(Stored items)
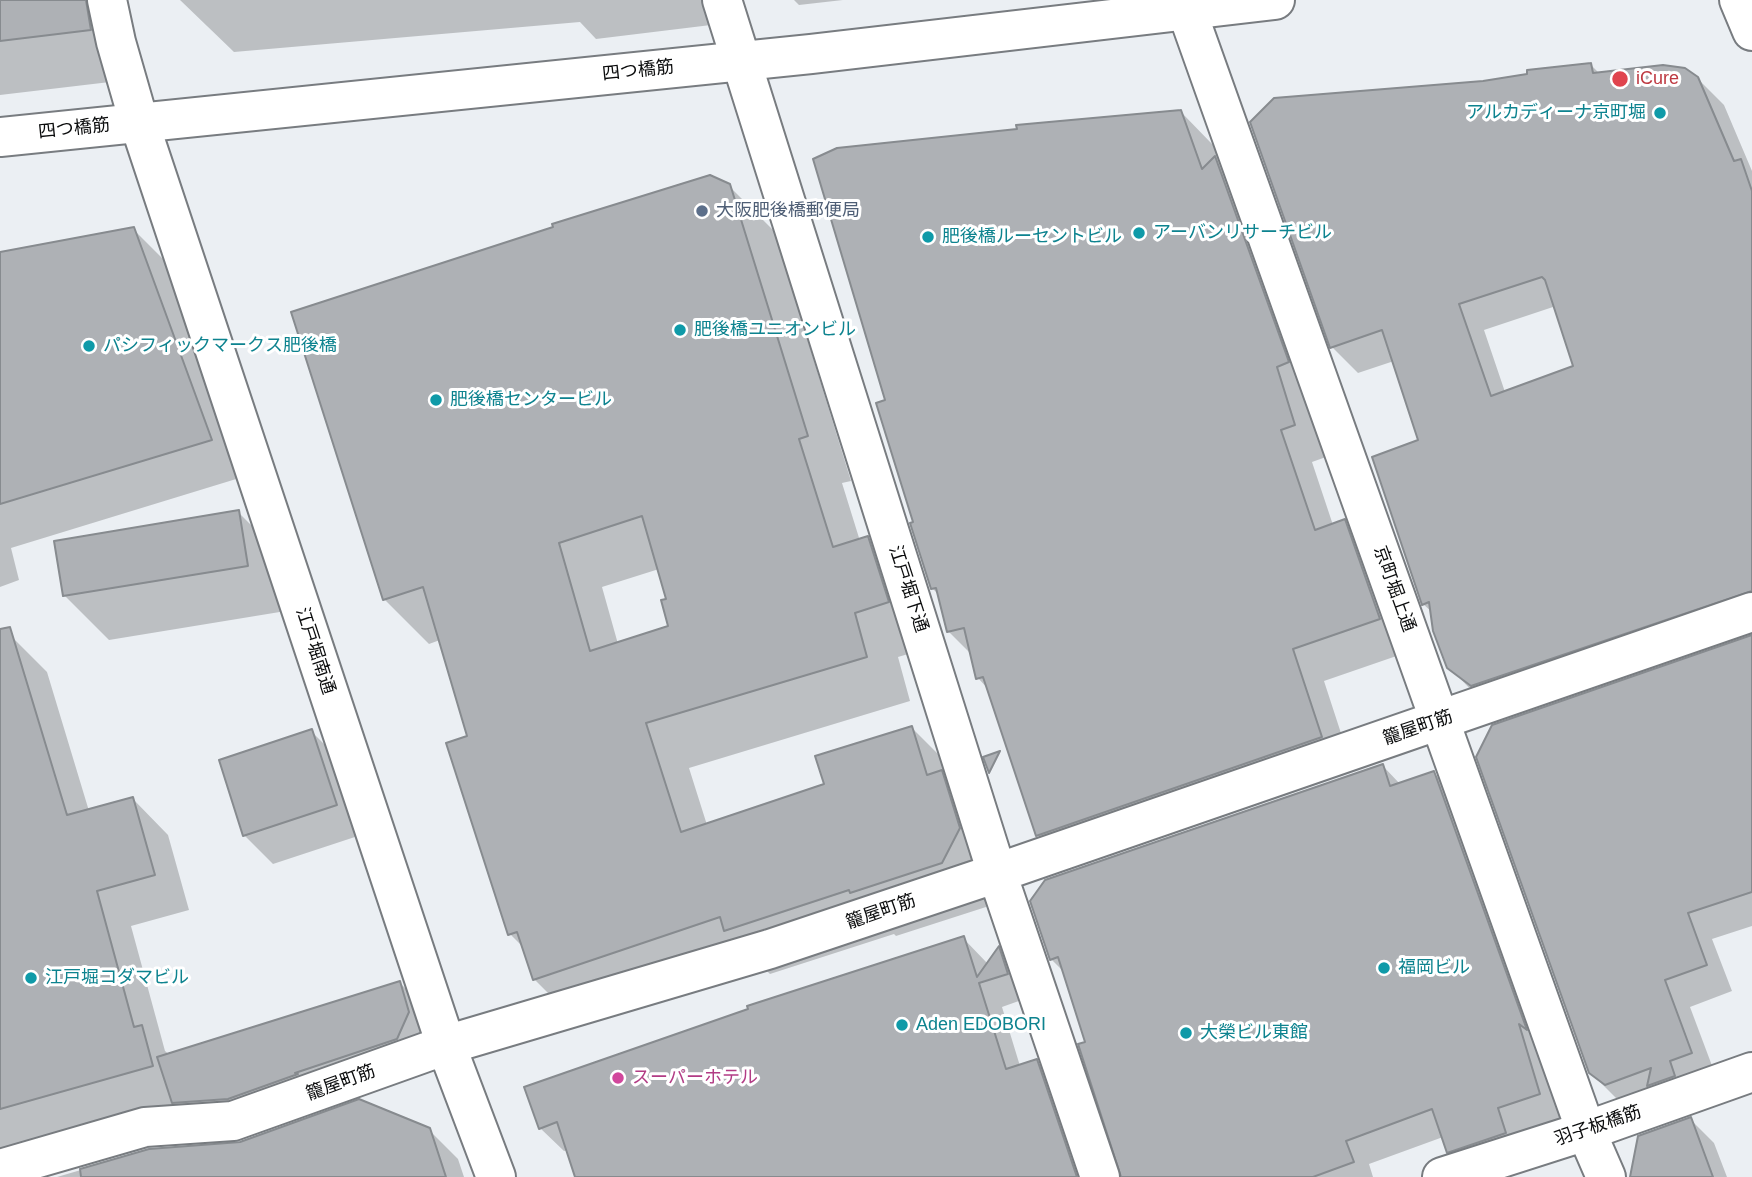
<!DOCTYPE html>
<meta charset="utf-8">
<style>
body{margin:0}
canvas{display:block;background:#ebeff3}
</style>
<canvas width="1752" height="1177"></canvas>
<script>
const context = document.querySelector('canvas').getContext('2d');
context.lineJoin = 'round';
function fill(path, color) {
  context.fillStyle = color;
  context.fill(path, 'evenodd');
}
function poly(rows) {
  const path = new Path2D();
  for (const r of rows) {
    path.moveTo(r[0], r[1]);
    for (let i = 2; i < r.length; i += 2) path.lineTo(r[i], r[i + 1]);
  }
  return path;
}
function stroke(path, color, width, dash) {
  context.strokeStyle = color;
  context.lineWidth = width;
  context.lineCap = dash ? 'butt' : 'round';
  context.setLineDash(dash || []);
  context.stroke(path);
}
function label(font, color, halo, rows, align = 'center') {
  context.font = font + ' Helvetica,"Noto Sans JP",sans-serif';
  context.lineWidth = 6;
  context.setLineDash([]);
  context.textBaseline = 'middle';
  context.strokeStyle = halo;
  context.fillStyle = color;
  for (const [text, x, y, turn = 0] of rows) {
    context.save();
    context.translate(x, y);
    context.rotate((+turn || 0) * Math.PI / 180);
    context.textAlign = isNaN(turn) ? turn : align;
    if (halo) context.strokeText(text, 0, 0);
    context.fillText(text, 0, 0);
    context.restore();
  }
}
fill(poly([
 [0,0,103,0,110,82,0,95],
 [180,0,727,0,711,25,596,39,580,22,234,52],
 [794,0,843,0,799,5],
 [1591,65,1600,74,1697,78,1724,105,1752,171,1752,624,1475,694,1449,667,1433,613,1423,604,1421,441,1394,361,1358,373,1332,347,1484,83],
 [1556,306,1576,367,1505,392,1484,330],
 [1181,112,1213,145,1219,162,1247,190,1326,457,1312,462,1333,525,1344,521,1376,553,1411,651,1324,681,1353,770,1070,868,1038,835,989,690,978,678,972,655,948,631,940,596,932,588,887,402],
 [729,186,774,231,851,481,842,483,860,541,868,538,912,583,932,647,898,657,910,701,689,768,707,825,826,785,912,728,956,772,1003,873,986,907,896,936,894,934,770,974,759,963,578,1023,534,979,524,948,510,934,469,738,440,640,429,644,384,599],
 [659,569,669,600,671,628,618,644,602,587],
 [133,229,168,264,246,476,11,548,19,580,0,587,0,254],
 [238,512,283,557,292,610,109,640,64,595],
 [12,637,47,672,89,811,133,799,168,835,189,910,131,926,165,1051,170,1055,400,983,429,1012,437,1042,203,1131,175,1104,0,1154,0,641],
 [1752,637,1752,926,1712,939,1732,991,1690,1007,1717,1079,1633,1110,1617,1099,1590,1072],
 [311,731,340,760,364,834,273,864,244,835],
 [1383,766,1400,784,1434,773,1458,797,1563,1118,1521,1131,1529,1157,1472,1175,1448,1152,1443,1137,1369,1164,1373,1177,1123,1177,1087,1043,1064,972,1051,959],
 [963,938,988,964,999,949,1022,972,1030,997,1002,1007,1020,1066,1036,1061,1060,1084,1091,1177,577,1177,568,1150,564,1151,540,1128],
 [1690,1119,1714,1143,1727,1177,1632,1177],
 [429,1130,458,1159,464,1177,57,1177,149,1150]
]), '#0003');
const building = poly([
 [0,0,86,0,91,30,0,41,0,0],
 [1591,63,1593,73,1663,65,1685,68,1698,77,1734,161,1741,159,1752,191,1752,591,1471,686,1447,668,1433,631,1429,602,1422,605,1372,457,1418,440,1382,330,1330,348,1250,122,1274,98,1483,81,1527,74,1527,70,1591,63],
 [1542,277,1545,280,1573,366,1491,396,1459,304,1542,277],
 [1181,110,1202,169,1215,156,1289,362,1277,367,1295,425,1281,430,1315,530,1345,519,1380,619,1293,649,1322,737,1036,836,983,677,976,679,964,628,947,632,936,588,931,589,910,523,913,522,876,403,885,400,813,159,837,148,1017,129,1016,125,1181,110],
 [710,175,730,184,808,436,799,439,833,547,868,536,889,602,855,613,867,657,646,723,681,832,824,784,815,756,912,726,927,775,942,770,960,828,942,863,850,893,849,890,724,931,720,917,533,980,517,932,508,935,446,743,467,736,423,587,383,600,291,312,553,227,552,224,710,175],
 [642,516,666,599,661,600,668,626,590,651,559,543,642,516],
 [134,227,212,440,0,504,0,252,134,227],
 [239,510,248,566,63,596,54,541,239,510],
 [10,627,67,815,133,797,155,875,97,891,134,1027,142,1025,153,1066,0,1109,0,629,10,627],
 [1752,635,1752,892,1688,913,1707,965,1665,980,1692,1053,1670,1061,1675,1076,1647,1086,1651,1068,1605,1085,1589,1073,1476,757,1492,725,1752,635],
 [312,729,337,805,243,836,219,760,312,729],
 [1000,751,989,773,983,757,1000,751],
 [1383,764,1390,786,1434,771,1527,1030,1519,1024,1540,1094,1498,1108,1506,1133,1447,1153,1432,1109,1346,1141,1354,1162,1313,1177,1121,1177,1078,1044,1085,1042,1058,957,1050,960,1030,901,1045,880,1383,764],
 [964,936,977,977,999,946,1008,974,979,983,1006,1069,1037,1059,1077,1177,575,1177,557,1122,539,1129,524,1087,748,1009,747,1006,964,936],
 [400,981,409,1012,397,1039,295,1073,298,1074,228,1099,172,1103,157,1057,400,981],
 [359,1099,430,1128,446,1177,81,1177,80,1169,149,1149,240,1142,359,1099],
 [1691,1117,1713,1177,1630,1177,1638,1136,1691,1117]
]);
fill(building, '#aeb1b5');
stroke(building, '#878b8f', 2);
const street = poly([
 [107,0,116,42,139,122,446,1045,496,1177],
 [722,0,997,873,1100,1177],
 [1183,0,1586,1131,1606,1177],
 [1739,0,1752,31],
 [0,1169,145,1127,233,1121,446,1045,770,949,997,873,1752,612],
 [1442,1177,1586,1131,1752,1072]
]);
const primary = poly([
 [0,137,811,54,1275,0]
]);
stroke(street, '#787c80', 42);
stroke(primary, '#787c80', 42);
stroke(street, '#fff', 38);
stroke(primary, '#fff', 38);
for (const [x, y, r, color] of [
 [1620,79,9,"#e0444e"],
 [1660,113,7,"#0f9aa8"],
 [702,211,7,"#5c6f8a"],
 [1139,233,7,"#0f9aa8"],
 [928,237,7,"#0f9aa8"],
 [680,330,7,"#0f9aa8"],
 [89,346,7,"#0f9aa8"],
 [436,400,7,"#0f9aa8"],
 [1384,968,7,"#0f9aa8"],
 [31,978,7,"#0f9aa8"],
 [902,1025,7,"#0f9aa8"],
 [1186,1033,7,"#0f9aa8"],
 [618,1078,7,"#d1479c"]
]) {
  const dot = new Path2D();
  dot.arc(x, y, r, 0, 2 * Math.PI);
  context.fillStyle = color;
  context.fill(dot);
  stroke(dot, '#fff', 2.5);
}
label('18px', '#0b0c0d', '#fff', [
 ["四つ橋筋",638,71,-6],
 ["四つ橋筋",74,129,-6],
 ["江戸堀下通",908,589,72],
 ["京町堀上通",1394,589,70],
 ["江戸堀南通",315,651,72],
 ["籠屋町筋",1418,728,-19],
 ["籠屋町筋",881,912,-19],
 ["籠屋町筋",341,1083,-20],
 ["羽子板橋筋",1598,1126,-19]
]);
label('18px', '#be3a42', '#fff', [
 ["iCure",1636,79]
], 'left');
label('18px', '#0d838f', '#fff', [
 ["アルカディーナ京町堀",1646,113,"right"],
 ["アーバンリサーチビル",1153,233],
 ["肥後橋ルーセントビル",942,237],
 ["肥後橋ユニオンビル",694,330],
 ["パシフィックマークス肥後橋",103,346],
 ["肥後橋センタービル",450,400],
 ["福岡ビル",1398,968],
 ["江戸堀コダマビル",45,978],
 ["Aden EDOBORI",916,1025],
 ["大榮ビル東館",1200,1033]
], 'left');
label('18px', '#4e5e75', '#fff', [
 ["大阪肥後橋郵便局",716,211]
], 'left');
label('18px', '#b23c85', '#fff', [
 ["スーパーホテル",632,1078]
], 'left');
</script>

TASK ITEM
Each line above that includes "function" should be shown.

RESULT OF THIS EXERCISE
function fill(path, color) {
function poly(rows) {
function stroke(path, color, width, dash) {
function label(font, color, halo, rows, align = 'center') {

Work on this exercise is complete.